The industrialisation of the IT department and the services it provides creates real business value, says Simon Stapleton.

It is valuable because business people can get on and focus on business stuff without the impediments often caused by unreliable technology, and more importantly in the processes and people established to provide it - the IT department. Industrialisation is bringing in a 'Golden Age' of IT robustness, dependability and professionalism.

Are there other implications for business, society and the economy?

As far back as the 1960s, the management guru Pete F. Drucker began to shape leadership practices by describing the quintessential differences between blue-collar factory workers and white-collar executives. These were:

Factory workers have their worked proscribed for them. Their inputs and outputs are well defined and measurable and they are not generally required to make decisions within a procedure. Any exceptions to procedure are escalated to managers. Their work is heavily supervised by a lower management tier of supervisors. They tend to work to rule and according to their paid hours of work. Factory workers can be good corporate citizens, but will not generally go above and beyond the call of duty.

Executives are knowledge workers who have a vague brief, defining and creating their own work according to loosely defined inputs and outputs. They are required to process the knowledge of others, generate ideas or produce knowledge for others to work with. Their work is not generally supervised, but managed to objectives. They are often required to work outside of a conventional work pattern.

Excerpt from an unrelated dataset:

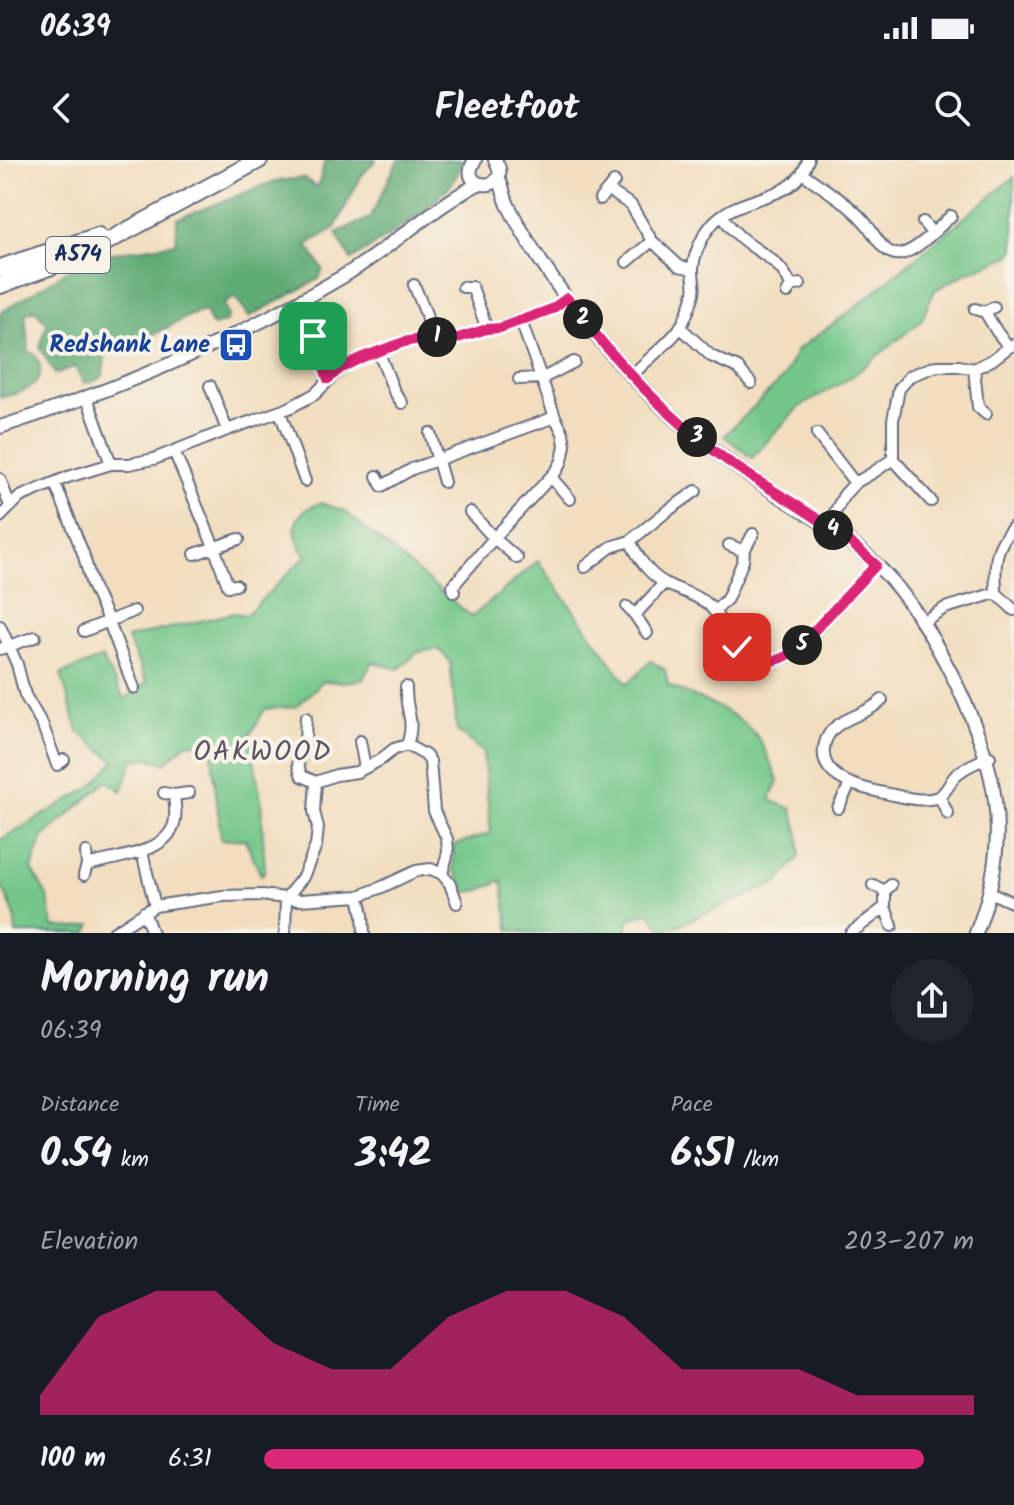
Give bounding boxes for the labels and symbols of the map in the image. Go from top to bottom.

Executives receive much less feedback about their performance than factory workers.

Factory workers and IT ops professionals share many similarities in an industrialised operation. So it goes that the industrialisation of IT will create a sub-class of blue-collar IT workers. The reason for this is that industrialisation will bring in highly repeatable, mature processes that demand rigour in their application and there will be a very low tolerance for deviation. Deviation is expensive and disruptive.

In the workforce, this will require total compliance to procedure and work patterns. It will require a worker's productivity to be measurable. But it won't require workers to make decisions.

What's more, IT ops workers (like their factory counterparts) will work to rule: 9 to 5 (or whatever their shift is). This won't be because they are lazy, although those managers used to the pre-industrial age may think so. There is a psychological reason for this: workers who cannot differentiate themselves from their peers do not go above and beyond the call of duty except under extreme circumstances, because in this organisation design, there is no meritocracy. Actually, this organisational design depends on the lack of a meritocracy - workers must take the same amount of input, and produce the same output at the same quality for industrialisation to take effect. There won't be heroes, but there won't be villains (for long).

The current workforce

What about the current workforce? Will the existing highly-skilled, highly-educated, diversely applied IT ops professionals move on or out of these roles? I think the answer is yes.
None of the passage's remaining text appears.